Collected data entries

——————————

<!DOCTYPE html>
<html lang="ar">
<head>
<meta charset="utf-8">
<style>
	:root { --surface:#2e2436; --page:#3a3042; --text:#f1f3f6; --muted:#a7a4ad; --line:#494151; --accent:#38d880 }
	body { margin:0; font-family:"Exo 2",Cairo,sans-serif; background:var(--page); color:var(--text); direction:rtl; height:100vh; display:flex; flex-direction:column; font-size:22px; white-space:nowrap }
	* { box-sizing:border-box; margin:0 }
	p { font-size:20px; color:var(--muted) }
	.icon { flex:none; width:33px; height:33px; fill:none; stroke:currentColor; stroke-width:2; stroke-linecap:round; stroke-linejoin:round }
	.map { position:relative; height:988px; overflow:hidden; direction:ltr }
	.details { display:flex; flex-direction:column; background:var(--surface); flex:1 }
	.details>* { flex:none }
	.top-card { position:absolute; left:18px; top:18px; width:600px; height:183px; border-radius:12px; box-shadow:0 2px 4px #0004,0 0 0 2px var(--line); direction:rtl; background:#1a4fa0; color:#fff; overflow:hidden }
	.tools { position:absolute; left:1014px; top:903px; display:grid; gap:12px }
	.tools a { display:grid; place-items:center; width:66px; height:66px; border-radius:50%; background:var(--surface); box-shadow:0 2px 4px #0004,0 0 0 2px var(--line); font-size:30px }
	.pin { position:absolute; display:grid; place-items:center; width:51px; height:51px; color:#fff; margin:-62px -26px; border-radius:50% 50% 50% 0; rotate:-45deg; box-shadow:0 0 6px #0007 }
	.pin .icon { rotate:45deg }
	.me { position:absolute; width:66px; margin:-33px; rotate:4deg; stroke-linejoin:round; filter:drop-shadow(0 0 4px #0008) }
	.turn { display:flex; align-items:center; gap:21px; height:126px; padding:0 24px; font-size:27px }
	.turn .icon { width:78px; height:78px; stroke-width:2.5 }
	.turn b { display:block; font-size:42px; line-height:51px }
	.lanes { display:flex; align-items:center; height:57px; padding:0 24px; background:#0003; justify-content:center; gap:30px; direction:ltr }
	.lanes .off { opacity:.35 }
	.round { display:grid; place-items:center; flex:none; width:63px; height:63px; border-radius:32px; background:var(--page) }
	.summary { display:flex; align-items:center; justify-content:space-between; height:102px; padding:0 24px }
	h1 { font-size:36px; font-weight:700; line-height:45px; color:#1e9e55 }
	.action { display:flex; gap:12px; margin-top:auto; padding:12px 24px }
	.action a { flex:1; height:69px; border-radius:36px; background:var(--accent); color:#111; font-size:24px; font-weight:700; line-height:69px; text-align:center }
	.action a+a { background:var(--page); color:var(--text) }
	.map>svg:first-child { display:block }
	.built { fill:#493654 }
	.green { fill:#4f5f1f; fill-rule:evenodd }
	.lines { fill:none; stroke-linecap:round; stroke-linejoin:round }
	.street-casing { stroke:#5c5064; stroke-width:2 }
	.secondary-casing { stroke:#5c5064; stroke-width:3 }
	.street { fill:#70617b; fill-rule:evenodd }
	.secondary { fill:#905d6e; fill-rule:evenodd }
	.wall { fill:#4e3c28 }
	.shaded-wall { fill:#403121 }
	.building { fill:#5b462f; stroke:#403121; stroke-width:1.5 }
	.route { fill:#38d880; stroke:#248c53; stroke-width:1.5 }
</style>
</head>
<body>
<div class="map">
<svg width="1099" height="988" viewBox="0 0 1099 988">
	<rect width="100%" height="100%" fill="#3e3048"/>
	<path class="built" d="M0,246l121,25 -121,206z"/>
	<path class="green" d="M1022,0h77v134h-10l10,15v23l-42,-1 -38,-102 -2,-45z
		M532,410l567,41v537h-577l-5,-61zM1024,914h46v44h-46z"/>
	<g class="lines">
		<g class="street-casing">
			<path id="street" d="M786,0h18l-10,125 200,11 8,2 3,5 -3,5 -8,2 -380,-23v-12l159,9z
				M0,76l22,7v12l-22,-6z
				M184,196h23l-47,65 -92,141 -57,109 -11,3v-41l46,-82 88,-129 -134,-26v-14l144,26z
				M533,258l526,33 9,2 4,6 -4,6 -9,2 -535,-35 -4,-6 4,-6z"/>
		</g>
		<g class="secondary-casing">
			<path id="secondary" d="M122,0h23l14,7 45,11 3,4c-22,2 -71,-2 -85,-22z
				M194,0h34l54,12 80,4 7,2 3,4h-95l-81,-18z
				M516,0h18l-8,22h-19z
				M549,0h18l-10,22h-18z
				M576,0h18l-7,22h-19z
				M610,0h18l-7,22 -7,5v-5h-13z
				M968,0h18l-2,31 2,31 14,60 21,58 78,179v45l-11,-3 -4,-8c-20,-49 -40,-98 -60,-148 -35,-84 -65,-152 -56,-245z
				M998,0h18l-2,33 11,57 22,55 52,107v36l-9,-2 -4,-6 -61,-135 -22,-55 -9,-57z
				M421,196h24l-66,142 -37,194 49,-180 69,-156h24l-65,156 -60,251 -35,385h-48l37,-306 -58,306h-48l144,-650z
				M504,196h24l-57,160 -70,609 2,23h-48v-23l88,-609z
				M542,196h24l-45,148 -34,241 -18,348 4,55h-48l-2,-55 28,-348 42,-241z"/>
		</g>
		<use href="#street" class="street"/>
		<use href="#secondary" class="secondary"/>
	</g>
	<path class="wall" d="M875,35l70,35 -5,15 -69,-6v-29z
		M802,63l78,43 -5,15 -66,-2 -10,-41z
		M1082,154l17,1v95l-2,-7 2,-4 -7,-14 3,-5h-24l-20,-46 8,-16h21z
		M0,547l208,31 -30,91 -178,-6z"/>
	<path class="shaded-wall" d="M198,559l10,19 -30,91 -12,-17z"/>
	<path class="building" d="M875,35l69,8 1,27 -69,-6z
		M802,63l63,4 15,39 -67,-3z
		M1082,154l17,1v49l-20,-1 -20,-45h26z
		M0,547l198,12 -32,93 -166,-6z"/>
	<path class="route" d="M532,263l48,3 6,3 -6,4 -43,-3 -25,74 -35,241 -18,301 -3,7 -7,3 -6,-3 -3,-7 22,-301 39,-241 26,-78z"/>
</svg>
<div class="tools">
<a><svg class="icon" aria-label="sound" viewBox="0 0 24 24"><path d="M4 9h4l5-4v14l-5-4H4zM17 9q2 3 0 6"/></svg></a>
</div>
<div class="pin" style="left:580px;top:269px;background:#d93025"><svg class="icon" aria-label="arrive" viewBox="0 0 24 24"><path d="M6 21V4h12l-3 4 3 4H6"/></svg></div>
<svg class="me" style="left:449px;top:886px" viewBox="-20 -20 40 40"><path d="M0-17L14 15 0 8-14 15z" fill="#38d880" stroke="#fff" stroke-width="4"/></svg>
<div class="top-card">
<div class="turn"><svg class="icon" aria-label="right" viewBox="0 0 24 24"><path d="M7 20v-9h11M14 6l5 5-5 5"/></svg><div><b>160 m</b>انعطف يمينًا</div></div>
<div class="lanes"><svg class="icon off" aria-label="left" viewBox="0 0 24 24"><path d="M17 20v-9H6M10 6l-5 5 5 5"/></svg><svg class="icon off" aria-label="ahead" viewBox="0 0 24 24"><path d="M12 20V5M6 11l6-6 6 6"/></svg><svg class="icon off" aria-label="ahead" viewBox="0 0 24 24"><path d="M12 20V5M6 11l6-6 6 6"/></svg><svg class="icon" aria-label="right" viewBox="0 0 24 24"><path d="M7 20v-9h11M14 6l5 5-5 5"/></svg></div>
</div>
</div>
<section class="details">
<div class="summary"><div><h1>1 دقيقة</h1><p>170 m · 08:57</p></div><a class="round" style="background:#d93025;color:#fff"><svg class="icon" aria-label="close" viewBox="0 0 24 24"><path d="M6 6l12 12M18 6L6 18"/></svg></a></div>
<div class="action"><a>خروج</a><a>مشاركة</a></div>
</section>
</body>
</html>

——————————

# What to produce:
Copy range, inclusive: the line holding "display:block; font-size:42px; line-height:51px" to the line holding "M516,0h18l-8,22h-19z". Reproduce exactly those lines of the records above and no others.

# Result for this task:
	.turn b { display:block; font-size:42px; line-height:51px }
	.lanes { display:flex; align-items:center; height:57px; padding:0 24px; background:#0003; justify-content:center; gap:30px; direction:ltr }
	.lanes .off { opacity:.35 }
	.round { display:grid; place-items:center; flex:none; width:63px; height:63px; border-radius:32px; background:var(--page) }
	.summary { display:flex; align-items:center; justify-content:space-between; height:102px; padding:0 24px }
	h1 { font-size:36px; font-weight:700; line-height:45px; color:#1e9e55 }
	.action { display:flex; gap:12px; margin-top:auto; padding:12px 24px }
	.action a { flex:1; height:69px; border-radius:36px; background:var(--accent); color:#111; font-size:24px; font-weight:700; line-height:69px; text-align:center }
	.action a+a { background:var(--page); color:var(--text) }
	.map>svg:first-child { display:block }
	.built { fill:#493654 }
	.green { fill:#4f5f1f; fill-rule:evenodd }
	.lines { fill:none; stroke-linecap:round; stroke-linejoin:round }
	.street-casing { stroke:#5c5064; stroke-width:2 }
	.secondary-casing { stroke:#5c5064; stroke-width:3 }
	.street { fill:#70617b; fill-rule:evenodd }
	.secondary { fill:#905d6e; fill-rule:evenodd }
	.wall { fill:#4e3c28 }
	.shaded-wall { fill:#403121 }
	.building { fill:#5b462f; stroke:#403121; stroke-width:1.5 }
	.route { fill:#38d880; stroke:#248c53; stroke-width:1.5 }
</style>
</head>
<body>
<div class="map">
<svg width="1099" height="988" viewBox="0 0 1099 988">
	<rect width="100%" height="100%" fill="#3e3048"/>
	<path class="built" d="M0,246l121,25 -121,206z"/>
	<path class="green" d="M1022,0h77v134h-10l10,15v23l-42,-1 -38,-102 -2,-45z
		M532,410l567,41v537h-577l-5,-61zM1024,914h46v44h-46z"/>
	<g class="lines">
		<g class="street-casing">
			<path id="street" d="M786,0h18l-10,125 200,11 8,2 3,5 -3,5 -8,2 -380,-23v-12l159,9z
				M0,76l22,7v12l-22,-6z
				M184,196h23l-47,65 -92,141 -57,109 -11,3v-41l46,-82 88,-129 -134,-26v-14l144,26z
				M533,258l526,33 9,2 4,6 -4,6 -9,2 -535,-35 -4,-6 4,-6z"/>
		</g>
		<g class="secondary-casing">
			<path id="secondary" d="M122,0h23l14,7 45,11 3,4c-22,2 -71,-2 -85,-22z
				M194,0h34l54,12 80,4 7,2 3,4h-95l-81,-18z
				M516,0h18l-8,22h-19z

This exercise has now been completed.